Home > Main Forums > General Discussion > Backtesting spx data

Backtesting spx data

  1. Some traders comment about doing backtesting using eod spx data without option data. How is this done and how reliable is the backtesting? Without the option bid ask data and volatility data how can they use only spx eod data to do option backtesting?
     
  2. IMHO: I think it depends on the accuracy required of the user. That in turn is a function of what they are attempting to do specifically.
    One would think that if someone doing that, also incorporates SKEW as well as VXST, VIX, VXV, and VXMT for term relationships, the simplistic accuracy could be greatly improved (over no IV data source).
     
  3. What the traders referring is doing backtesting option using spx eod price without volatility data. Are they backtesting using theoretically price? They is also one software saying their software allow backtesting option trades using eod price data without volatility. Wonder how much approximation would the backtesting compare to real
     
  4. What exactly is the EOD data? If it's just the last price then it is useless. If it is a reliable settlement that reflects where the options were actually trading then it just might be useful.
     
  5. I believe the EOD data reflects the daily settlement price which is 15 min after the close.
     
  6. I think Venrcew is saying SPX EOD NOT SPX options, but implying backtesting SPX options and ignoring all IV/VIX, etc. (Correct me if I am wrong)
    IMO: Ignoring the supply/demand for the options (the inference from ignoring all implied volatility data) will result in backtest results of no value to traders that focus on option income related trading. (or any option trading I am familiar with) However, if they are attempting to compute the option prices using some model, such as BSM, the value they supply for the "Volatility" input is the key to qualifying the usefulness of the data (assuming they do everything else correctly). I am unable to determine any value of such a backtest that ignores a primary influence of the results.
     
  7. In order to back test an option strategy you need option prices. Those prices can come from actual trades or settlements on the exchange or from a program that creates theoretical option values. In order to create those theoretical values you need certain inputs which include a volatility value for each option being priced. There is no way to avoid that. The whole thing as described sounds very fishy to me.
     
  8. Yes referring to spx eod data not option data. The way they say is backtesting using spx eod data but didnt detail about how they use them. Also considering they may use theoretical price but without volaility the backtest is not accurate. Btw how is using option eod data to backtest? Unless the product is liquid the option eod data may quite different from real buy sell price?
     
  9. Venrcew: I have attempted {tried to think it through} to address backtesting by using EOD option data, and have almost decided that effort is foolish (at least for me). If I am going to buy the EOD option data, why not go ahead and spend another $800 or so and save my self a lot of agony, to get the 1min data (which should be more resolution than I need). One way to improve the intra-day accuracy for EOD option pricing could be to also use VIX open/high/low/close and Guess at the IV for the day's low and high underlying price by assuming those points coincide with the high and low VIX price respectively, then scale the EOD IV accordingly. While this will have error, it should be better than ignoring IV changes during the day. {Again, by purchasing the finer granularity data, these issues can be avoided}. I would tend to be skeptical of "them" without more info.
     
  10. I assume we're talking about computerized backtesting and not manual, otherwise just use ONE or OVue. Computerized backtesting with only underlying prices (and maybe VIX or some other non-option prices) might be slightly better than worthless for very simple strategies like single options, straddles and strangles, but still very close to worthless. For any strategy with spreads, it would be worse than worthless.

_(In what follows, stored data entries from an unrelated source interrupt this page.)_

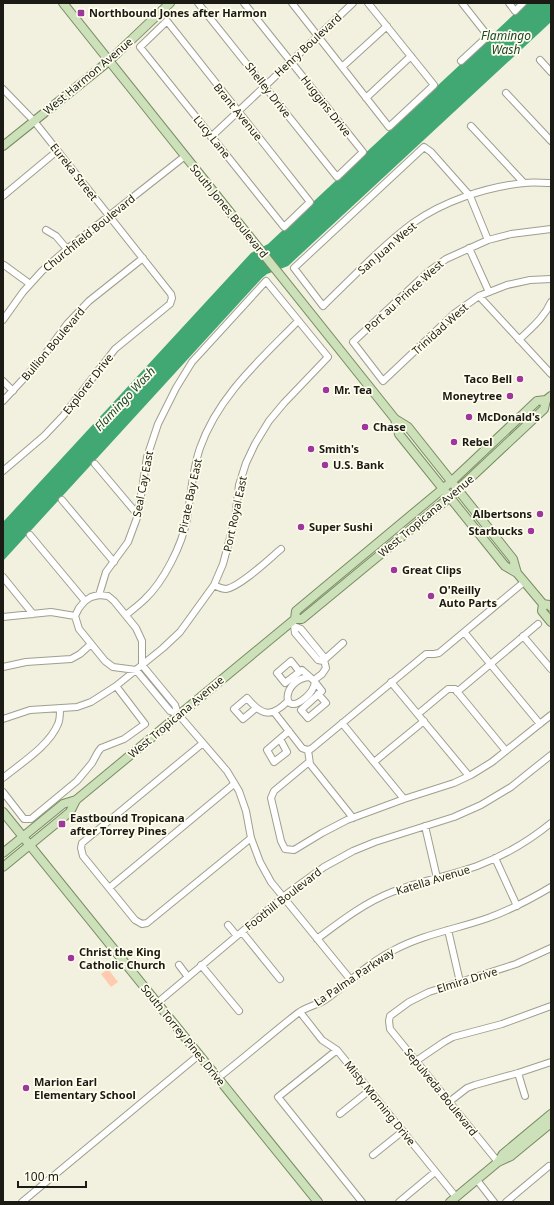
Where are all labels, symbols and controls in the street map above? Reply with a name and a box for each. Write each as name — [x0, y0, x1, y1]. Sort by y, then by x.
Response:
place label: Northbound Jones after Harmon — [89, 5, 267, 20]
marker: Northbound Jones after Harmon — [76, 8, 86, 18]
street label: Henry Boulevard — [271, 10, 344, 80]
water label: Flamingo Wash — [481, 27, 531, 58]
street label: West Harmon Avenue — [40, 34, 136, 117]
street label: Shelley Drive — [242, 59, 295, 120]
street label: Huggins Drive — [298, 72, 355, 139]
street label: Brant Avenue — [211, 80, 266, 144]
street label: Lucy Lane — [190, 112, 234, 161]
street label: Eureka Street — [47, 140, 102, 204]
street label: South Jones Boulevard — [187, 161, 272, 261]
street label: Churchfield Boulevard — [39, 191, 138, 274]
street label: San Juan West — [354, 218, 419, 277]
street label: Port au Prince West — [361, 256, 446, 335]
street label: Trinidad West — [408, 299, 471, 358]
street label: Bullion Boulevard — [18, 304, 88, 383]
street label: Explorer Drive — [59, 350, 116, 417]
water label: Flamingo Wash — [90, 363, 159, 434]
place label: Taco Bell — [464, 371, 512, 386]
marker: Taco Bell — [515, 374, 525, 384]
place label: Mr. Tea — [334, 382, 372, 397]
marker: Mr. Tea — [321, 385, 331, 395]
place label: Moneytree — [442, 388, 502, 403]
marker: Moneytree — [505, 391, 515, 401]
place label: McDonald's — [477, 409, 541, 424]
marker: McDonald's — [464, 412, 474, 422]
place label: Chase — [373, 419, 406, 434]
marker: Chase — [360, 422, 370, 432]
place label: Rebel — [462, 434, 493, 449]
marker: Rebel — [449, 437, 459, 447]
place label: Smith's — [319, 441, 359, 456]
marker: Smith's — [306, 444, 316, 454]
street label: Seal Cay East — [129, 449, 156, 518]
street label: Pirate Bay East — [174, 457, 205, 535]
place label: U.S. Bank — [333, 457, 384, 472]
marker: U.S. Bank — [320, 460, 330, 470]
street label: West Tropicana Avenue — [375, 471, 477, 560]
street label: Port Royal East — [219, 475, 250, 553]
place label: Albertsons — [473, 506, 532, 521]
marker: Albertsons — [535, 509, 545, 519]
place label: Super Sushi — [309, 519, 373, 534]
marker: Super Sushi — [296, 522, 306, 532]
place label: Starbucks — [469, 523, 523, 538]
marker: Starbucks — [526, 526, 536, 536]
place label: Great Clips — [402, 562, 462, 577]
marker: Great Clips — [389, 565, 399, 575]
place label: O'Reilly Auto Parts — [439, 582, 497, 610]
marker: O'Reilly Auto Parts — [426, 591, 436, 601]
street label: West Tropicana Avenue — [125, 672, 227, 761]
place label: Eastbound Tropicana after Torrey Pines — [70, 810, 185, 838]
marker: Eastbound Tropicana after Torrey Pines — [57, 819, 67, 829]
street label: Katella Avenue — [394, 861, 472, 898]
street label: Foothill Boulevard — [241, 864, 324, 933]
place label: Christ the King Catholic Church — [79, 944, 165, 972]
street label: La Palma Parkway — [311, 944, 397, 1009]
marker: Christ the King Catholic Church — [66, 953, 76, 963]
street label: Elmira Drive — [435, 963, 499, 996]
street label: South Torrey Pines Drive — [138, 981, 229, 1088]
street label: Sepulveda Boulevard — [401, 1045, 481, 1139]
street label: Misty Morning Drive — [342, 1057, 419, 1148]
place label: Marion Earl Elementary School — [34, 1074, 136, 1102]
marker: Marion Earl Elementary School — [21, 1083, 31, 1093]
scale bar — [18, 1163, 86, 1189]
text: 100 m — [24, 1168, 59, 1185]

    Computerized backtesting with EOD option mids, plus all supporting data to give you the real skews, can be very fruitful; I know because I've done it and learned a tremendous amount. But since the data is so cheap, even if I were determined to only look at one time per day I would eschew the EOD data and buy some data where I could take something like the 3:00 PM EST chains.
     
  11. Steve S: Thnks for your input. Am I correct in assuming after purchasing the Historic option 1min data for SPX options, you also have the yearly subscription to keep your data current? (nightly downloads or something?) I'm considering similar, so appreciate your comments. I'm ready to throw in the towel on getting OV to backtest.
     
  12. Right Gary, I'm currently working with LiveVol 1min with yearly subscription, but have not yet hooked it into the backtesting code base I developed back in 2013 for EOD data. Right now I'm most interested in doing basic historical statistical studies with the data, and hooking it into a code base for producing current live charts for real trades I have open ... that's going well; the data is quite clean and easy to process and keep current.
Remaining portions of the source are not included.